- _Task to carry out_
Repeat exactly the lines from the start of the entries below through the line containing "Annotation task. Transcribe". Omit the rest.

- _Dataset entries_
== == ==

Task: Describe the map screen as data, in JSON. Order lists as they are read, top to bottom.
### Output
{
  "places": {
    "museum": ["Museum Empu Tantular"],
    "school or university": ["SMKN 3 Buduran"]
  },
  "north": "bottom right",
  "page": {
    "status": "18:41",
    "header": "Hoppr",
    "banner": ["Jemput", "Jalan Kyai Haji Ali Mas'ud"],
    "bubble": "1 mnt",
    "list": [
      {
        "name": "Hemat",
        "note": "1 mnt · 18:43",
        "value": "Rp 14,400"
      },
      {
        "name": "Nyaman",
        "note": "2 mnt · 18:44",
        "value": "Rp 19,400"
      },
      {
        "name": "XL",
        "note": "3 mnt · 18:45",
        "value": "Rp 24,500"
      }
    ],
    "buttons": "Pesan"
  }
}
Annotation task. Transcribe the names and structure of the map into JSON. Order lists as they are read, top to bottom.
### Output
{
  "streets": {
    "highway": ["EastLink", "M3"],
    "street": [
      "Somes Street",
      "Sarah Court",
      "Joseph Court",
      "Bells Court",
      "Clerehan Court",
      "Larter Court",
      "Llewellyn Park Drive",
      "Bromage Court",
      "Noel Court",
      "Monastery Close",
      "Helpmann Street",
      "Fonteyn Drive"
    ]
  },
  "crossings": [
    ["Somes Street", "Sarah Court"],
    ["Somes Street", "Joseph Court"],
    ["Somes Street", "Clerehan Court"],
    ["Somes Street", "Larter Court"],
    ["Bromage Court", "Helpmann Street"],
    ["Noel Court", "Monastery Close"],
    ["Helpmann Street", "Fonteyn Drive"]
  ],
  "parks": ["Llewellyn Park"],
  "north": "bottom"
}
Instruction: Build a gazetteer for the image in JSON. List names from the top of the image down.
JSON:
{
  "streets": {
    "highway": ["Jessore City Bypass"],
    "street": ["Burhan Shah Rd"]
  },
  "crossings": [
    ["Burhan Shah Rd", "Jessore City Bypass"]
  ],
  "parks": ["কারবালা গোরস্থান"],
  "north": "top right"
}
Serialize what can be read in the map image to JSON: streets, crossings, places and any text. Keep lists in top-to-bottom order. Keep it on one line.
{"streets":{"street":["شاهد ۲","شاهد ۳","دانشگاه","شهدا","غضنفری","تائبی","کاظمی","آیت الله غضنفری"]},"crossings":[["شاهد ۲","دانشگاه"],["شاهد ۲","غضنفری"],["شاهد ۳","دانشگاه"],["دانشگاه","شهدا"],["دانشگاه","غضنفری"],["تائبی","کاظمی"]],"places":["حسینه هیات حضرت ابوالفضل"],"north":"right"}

== == ==

- _Answer to the problem_
Task: Describe the map screen as data, in JSON. Order lists as they are read, top to bottom.
### Output
{
  "places": {
    "museum": ["Museum Empu Tantular"],
    "school or university": ["SMKN 3 Buduran"]
  },
  "north": "bottom right",
  "page": {
    "status": "18:41",
    "header": "Hoppr",
    "banner": ["Jemput", "Jalan Kyai Haji Ali Mas'ud"],
    "bubble": "1 mnt",
    "list": [
      {
        "name": "Hemat",
        "note": "1 mnt · 18:43",
        "value": "Rp 14,400"
      },
      {
        "name": "Nyaman",
        "note": "2 mnt · 18:44",
        "value": "Rp 19,400"
      },
      {
        "name": "XL",
        "note": "3 mnt · 18:45",
        "value": "Rp 24,500"
      }
    ],
    "buttons": "Pesan"
  }
}
Annotation task. Transcribe the names and structure of the map into JSON. Order lists as they are read, top to bottom.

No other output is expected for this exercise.